- Activity
The answer must consist of every line from the data that holds "nowrap".

- Material for this task
*** Block opens ***

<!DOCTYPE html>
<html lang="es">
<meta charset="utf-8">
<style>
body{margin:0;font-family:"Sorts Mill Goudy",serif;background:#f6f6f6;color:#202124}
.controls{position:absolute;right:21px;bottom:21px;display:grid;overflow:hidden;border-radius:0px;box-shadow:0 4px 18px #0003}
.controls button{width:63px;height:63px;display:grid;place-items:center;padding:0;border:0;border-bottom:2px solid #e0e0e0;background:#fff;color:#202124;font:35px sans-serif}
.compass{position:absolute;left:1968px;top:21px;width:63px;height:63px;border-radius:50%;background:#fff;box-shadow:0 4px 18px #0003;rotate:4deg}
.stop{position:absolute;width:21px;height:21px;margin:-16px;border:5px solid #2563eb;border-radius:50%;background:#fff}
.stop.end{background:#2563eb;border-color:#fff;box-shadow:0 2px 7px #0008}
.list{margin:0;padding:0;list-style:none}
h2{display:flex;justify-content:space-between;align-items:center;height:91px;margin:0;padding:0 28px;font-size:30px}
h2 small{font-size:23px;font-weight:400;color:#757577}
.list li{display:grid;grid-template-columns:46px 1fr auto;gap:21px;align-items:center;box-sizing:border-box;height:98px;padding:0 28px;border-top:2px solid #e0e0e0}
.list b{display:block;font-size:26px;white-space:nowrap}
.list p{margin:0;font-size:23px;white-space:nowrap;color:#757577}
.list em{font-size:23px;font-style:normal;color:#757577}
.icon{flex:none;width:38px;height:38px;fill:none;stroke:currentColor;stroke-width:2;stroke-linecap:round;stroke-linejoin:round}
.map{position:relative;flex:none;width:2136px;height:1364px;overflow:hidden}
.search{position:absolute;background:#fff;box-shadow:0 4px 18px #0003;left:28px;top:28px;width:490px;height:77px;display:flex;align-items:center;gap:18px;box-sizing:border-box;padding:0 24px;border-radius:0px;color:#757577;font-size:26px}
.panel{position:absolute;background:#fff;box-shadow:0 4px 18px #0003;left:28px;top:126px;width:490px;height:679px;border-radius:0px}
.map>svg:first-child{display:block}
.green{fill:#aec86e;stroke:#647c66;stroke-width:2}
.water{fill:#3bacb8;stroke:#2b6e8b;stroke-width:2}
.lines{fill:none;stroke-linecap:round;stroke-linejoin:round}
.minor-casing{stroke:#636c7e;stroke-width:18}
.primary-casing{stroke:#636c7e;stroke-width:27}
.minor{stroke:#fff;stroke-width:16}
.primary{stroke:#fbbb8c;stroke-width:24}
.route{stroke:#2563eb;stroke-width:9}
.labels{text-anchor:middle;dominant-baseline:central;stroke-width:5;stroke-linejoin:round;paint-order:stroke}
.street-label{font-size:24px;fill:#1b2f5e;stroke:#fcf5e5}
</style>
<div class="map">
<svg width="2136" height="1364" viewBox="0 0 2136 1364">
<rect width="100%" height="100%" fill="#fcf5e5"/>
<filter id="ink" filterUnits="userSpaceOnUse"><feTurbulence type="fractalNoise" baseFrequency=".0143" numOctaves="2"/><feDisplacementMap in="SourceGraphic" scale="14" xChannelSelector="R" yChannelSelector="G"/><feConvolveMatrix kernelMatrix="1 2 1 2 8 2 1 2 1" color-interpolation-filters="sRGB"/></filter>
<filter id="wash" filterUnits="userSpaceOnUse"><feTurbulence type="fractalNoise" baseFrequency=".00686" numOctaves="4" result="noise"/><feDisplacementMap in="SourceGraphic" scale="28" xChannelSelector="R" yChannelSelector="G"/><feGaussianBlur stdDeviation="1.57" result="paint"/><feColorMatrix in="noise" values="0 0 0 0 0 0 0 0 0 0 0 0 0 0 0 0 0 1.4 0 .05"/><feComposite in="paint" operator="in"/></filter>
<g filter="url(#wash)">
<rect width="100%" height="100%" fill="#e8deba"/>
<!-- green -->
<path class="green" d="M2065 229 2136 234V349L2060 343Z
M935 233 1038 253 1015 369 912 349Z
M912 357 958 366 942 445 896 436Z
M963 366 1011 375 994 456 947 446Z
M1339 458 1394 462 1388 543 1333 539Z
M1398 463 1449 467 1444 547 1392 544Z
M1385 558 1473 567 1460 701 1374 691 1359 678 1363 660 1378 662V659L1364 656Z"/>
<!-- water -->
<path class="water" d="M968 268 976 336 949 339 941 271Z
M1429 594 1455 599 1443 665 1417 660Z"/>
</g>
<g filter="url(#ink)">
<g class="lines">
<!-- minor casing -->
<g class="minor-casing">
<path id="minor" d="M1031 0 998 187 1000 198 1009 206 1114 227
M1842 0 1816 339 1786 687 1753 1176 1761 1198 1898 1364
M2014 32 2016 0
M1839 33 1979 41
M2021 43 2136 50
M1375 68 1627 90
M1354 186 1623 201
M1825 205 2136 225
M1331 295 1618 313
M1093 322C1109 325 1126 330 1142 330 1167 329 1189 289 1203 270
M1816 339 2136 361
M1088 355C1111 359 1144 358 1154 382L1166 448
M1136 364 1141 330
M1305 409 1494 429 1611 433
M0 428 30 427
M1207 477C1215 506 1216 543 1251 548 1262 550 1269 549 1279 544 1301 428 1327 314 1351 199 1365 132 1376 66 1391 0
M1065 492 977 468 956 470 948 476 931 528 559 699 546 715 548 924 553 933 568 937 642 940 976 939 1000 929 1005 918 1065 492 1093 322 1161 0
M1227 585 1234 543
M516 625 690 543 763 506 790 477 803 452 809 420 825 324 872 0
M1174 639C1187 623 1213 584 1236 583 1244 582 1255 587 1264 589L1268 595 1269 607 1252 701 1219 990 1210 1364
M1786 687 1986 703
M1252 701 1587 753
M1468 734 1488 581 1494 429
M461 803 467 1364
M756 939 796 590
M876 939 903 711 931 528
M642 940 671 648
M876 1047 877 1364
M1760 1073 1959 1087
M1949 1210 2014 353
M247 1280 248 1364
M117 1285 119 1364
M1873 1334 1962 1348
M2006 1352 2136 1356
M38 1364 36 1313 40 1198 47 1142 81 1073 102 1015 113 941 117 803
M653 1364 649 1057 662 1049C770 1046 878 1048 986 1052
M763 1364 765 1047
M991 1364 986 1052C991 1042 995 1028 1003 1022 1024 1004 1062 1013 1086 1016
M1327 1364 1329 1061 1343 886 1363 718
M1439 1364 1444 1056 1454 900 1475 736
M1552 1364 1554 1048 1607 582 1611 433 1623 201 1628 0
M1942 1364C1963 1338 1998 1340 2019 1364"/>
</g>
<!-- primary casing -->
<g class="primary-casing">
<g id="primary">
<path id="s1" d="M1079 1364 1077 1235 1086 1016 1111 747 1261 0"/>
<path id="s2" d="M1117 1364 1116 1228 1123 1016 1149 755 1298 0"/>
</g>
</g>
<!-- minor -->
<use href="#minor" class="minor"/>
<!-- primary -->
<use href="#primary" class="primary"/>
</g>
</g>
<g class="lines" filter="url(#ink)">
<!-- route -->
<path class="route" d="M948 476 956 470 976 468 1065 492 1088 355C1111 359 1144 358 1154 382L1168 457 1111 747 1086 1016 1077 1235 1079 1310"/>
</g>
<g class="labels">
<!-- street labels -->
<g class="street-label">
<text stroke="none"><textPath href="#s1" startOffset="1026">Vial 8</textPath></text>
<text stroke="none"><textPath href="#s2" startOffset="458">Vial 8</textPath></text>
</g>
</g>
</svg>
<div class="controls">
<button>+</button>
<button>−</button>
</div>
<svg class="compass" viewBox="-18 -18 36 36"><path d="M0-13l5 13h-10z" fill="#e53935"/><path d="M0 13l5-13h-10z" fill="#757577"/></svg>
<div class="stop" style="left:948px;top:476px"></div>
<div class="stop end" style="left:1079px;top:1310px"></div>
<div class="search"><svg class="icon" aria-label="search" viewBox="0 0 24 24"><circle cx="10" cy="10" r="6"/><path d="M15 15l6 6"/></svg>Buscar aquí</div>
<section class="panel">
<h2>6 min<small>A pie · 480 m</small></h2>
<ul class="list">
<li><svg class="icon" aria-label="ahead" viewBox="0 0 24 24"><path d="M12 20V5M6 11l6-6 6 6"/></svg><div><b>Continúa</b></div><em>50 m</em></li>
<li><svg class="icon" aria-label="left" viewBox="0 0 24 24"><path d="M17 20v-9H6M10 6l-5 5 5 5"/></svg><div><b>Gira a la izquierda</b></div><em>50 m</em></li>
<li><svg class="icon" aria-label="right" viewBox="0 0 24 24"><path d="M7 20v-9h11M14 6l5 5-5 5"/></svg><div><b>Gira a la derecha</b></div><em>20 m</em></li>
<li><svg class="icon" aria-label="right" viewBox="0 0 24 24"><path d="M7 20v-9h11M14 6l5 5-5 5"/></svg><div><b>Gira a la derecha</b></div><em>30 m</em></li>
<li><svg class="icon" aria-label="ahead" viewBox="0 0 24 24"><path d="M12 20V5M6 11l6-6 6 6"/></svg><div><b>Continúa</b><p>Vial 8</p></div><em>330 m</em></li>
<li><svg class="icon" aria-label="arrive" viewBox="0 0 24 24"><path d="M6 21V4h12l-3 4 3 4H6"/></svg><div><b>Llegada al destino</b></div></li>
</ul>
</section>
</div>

*** Block closes ***

- Answer box
.list b{display:block;font-size:26px;white-space:nowrap}
.list p{margin:0;font-size:23px;white-space:nowrap;color:#757577}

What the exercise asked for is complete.